Methods: GC-EAD, GC-MS, EAG, Y-shaped olfactometer behavioral bioassays, and field trials were performed to identify the components and composition of active volatiles.

Results: Male and virgin female adults were generally attracted to volatiles from licorice, and volatiles from pest-infested plants were more attractive. Four compounds from licorice elicited a significant electrophysiological response (EAD) and were confirmed by EAG, including hexanal, (Z)-3-hexenal, (Z)-3-hexen-1-ol, and (E)-2-hexenal. With the exception of the (E)-2-hexenal, these molecules significantly attracted adults in individual behavioral bioassays, and a proportional mixture corresponding to beetle-damaged licorice of hexanal, (Z)-3-hexenal, (Z)-3-hexen-1-ol, and (E)-2-hexenal (8.78:15.26:57.24:18.72) was most effective for attracting D. tarsalis in the field, attracted a mean of 26 ± 7.19 beetles per trap.
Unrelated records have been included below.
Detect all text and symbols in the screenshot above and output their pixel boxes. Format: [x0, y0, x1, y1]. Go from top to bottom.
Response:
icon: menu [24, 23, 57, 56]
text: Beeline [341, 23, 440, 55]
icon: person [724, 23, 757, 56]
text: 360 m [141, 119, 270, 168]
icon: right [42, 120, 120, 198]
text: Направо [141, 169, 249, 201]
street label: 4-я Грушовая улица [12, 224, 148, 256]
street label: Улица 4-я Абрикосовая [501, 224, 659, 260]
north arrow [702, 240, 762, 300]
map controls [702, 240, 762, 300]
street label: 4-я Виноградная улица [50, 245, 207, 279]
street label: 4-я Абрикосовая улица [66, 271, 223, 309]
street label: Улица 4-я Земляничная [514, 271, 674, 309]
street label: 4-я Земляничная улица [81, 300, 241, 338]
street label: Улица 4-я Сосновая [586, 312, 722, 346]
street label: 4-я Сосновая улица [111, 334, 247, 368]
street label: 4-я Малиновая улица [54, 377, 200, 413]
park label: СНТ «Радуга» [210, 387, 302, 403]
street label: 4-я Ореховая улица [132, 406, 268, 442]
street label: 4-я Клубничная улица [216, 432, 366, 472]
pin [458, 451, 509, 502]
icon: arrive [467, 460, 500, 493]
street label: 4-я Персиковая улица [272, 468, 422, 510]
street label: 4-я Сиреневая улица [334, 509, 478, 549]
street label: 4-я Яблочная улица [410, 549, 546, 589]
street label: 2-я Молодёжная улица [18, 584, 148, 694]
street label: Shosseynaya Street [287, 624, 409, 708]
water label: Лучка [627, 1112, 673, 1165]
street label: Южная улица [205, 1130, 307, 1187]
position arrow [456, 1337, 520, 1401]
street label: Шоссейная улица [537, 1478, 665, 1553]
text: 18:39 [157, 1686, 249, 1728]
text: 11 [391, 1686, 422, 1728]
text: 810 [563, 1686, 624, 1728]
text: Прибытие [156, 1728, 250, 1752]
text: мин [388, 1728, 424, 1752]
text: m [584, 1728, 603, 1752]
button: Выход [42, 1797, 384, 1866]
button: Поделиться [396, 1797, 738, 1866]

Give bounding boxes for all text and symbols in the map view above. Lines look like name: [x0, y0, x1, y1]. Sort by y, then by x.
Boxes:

Discussion: D. tarsalis was attracted to volatiles from healthy and herbivore-induced G. uralensis under both laboratory and field conditions. The aforementioned compounds show considerable potential for commercial application to monitor and control D. tarsalis populations.

1. Introduction

Plant volatiles function as interspecific communication substances. They regulate insect behavior, including host location, oviposition site selection, self-defense, and aggregation (Beyaert and Hilker, 2014). Most volatile organic compounds (VOCs) contain 6-C esters, terpenes, ketones, aldehydes, and alcohols. Closely-related plant species often release structurally and functionally similar mixtures of volatile secondary metabolites (Ameye et al., 2018). Some phytophagous insects can detect host odors from long distances (Shao et al., 2021), and use them to locate host plants as food sources (Magalhães et al., 2018; Xu and Turlings, 2018). The composition and quantity of volatiles released by host plants can change significantly after insect feeding (Piesik et al., 2014; Mukherjee et al., 2015; Malik et al., 2016; Mitra et al., 2017). Many volatile organic compounds from plants play a crucial role in the plant’s defense system.
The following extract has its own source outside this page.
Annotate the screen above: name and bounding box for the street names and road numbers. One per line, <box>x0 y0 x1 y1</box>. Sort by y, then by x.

Most herbivore-induced plant volatiles (HIPVs) attract natural enemies of pests and present an indirect defense, while some organic compounds from plants deter herbivores directly (Unsicker et al., 2009), thereby priming defense of uninjured organs on the same plant (Rodriguez-Saona et al., 2009). However, some HIPV are also attractive to pests. For example, the volatiles from Solena amplexicaulis (Lam.) Gandhi (Cucurbitaceae) induced by feeding by Aulacophora fovecollis (Lucas) (Coleoptera: Chrysomelidae) are even stronger attractants to A. fovecollis (Sarkar et al., 2015). Changes in plant volatile constituents may depend on the levels of insect damage and feeding time (Mann et al., 2021).
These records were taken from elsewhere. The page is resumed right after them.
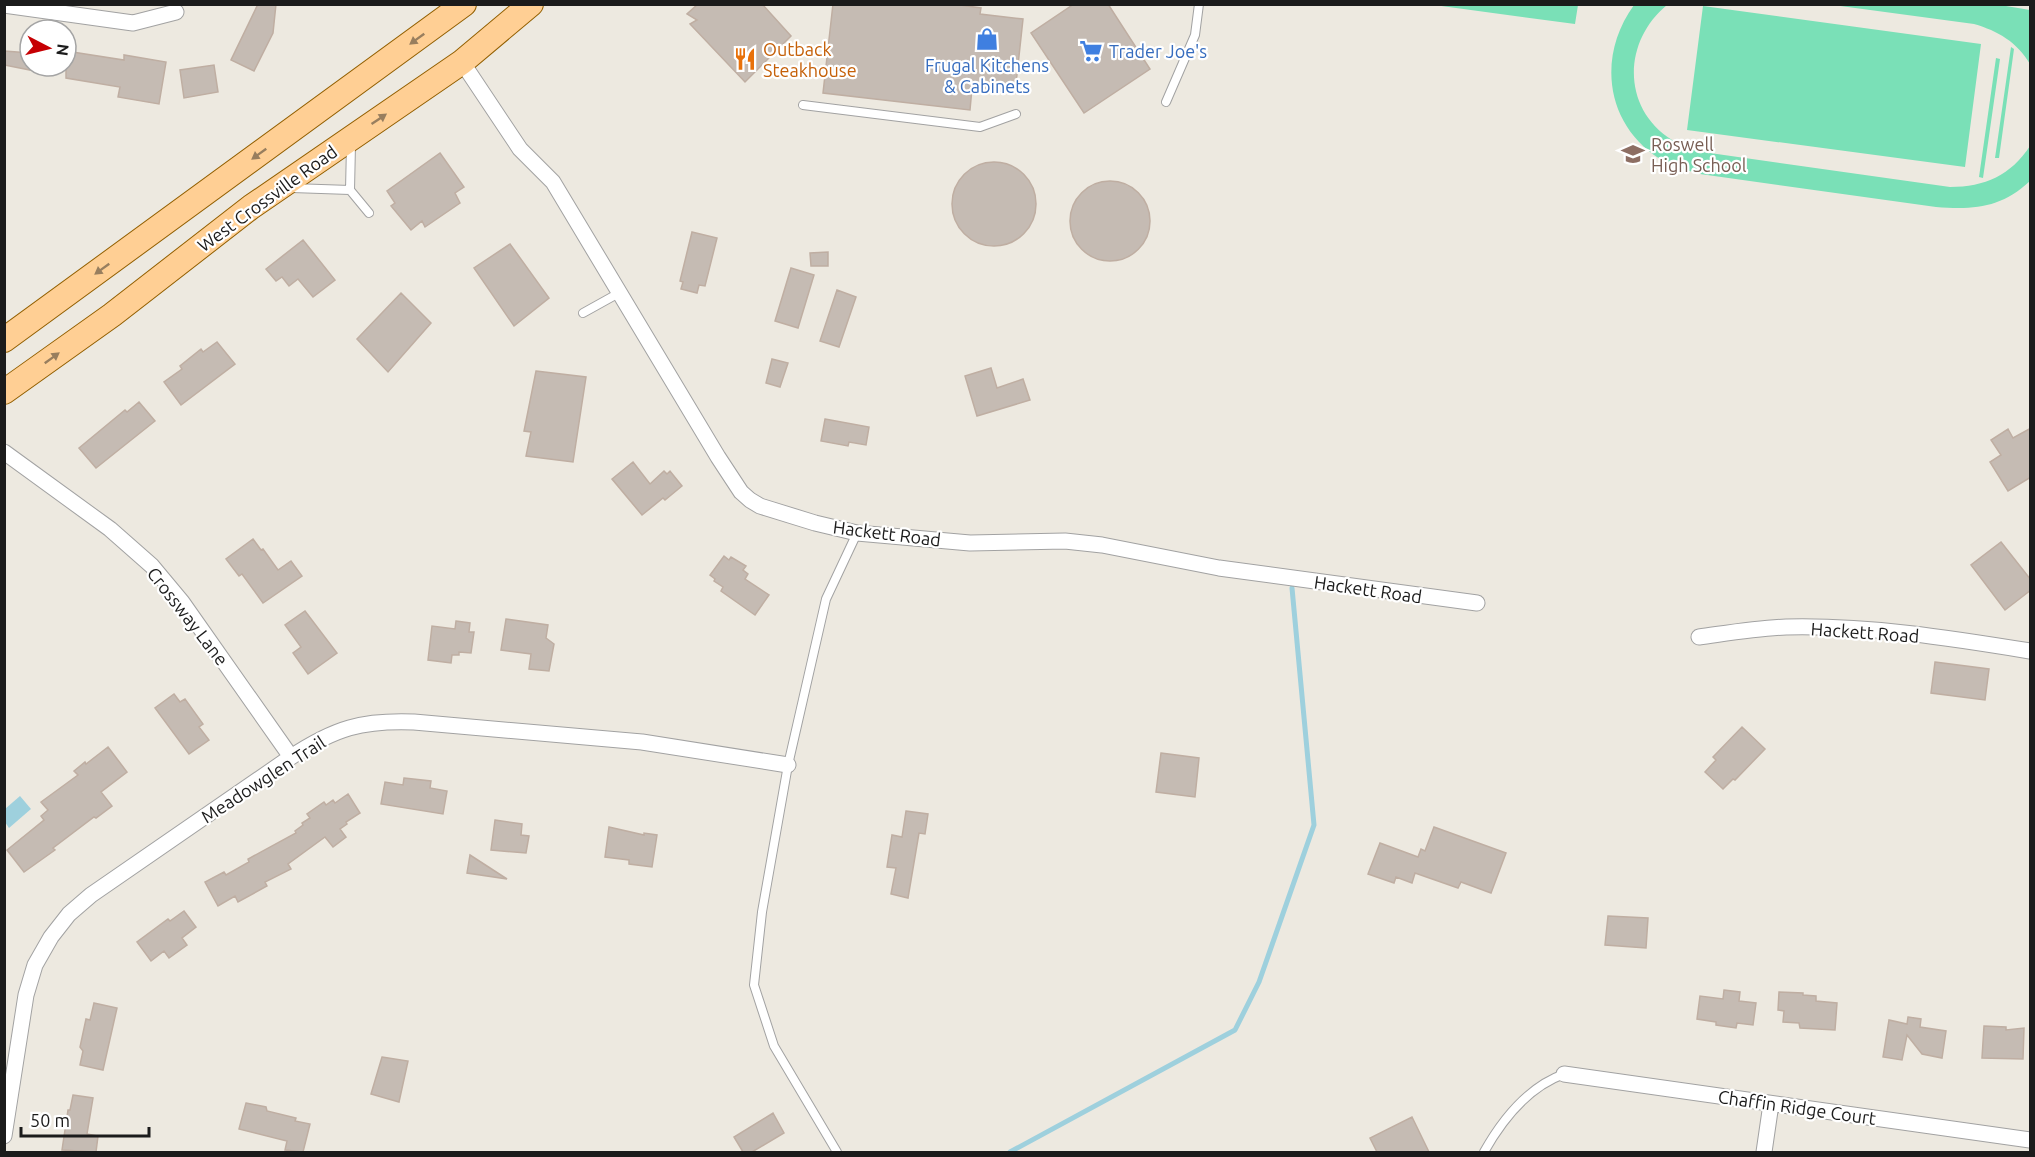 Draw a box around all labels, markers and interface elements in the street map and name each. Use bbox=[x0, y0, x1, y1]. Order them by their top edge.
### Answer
north arrow bbox=[18, 18, 78, 78]
shop icon: Frugal Kitchens & Cabinets bbox=[974, 26, 1000, 52]
one-way arrow bbox=[409, 33, 425, 45]
supermarket icon: Trader Joe's bbox=[1078, 38, 1104, 64]
place label: Outback Steakhouse bbox=[763, 39, 857, 80]
place label: Trader Joe's bbox=[1109, 41, 1207, 61]
text: N bbox=[53, 43, 73, 57]
restaurant icon: Outback Steakhouse bbox=[732, 46, 758, 72]
place label: Frugal Kitchens & Cabinets bbox=[925, 55, 1049, 96]
one-way arrow bbox=[371, 113, 387, 125]
place label: Roswell High School bbox=[1651, 134, 1747, 175]
street label: West Crossville Road bbox=[193, 141, 341, 255]
school or university icon: Roswell High School bbox=[1620, 141, 1646, 167]
one-way arrow bbox=[252, 148, 268, 160]
one-way arrow bbox=[95, 263, 111, 275]
one-way arrow bbox=[44, 353, 60, 364]
street label: Hackett Road bbox=[832, 516, 942, 550]
street label: Crossway Lane bbox=[144, 563, 232, 669]
street label: Hackett Road bbox=[1313, 572, 1423, 606]
street label: Hackett Road bbox=[1810, 618, 1920, 646]
street label: Meadowglen Trail bbox=[197, 731, 329, 827]
street label: Chaffin Ridge Court bbox=[1717, 1086, 1877, 1128]
scale bar bbox=[21, 1100, 148, 1138]
text: 50 m bbox=[30, 1110, 70, 1130]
Glycyrrhiza uralensis Fisch. (Chinese licorice, Leguminoseae) is a medicinal perennial herb. It is the most frequently used substance among more than 2,000 materials used in traditional Chinese medicine (Chen et al., 2021). Diorhabda tarsalis Weise (Coleoptera: Chrysomelidae) is a destructive monophagous pest of G. uralensis (Qi et al., 2008) in northwestern China and southeastern Siberia, with larvae and adults that feed solely on this plant Diorhabda tarsalis larvae develop through three instars, and two to three generations occur each year in northwestern China (Supplementary Figure 1). The beetles oviposit and pupate in the top layer of soil. Newly hatched larvae and newly emerged adults search for and migrate to licorice plants for feeding. At room temperature, the durations of the egg, larval, and pupal stages were 9.66 d, 13.50 d and 5.49 d, respectively; adult longevity was 26 d (Zhang et al., 2004).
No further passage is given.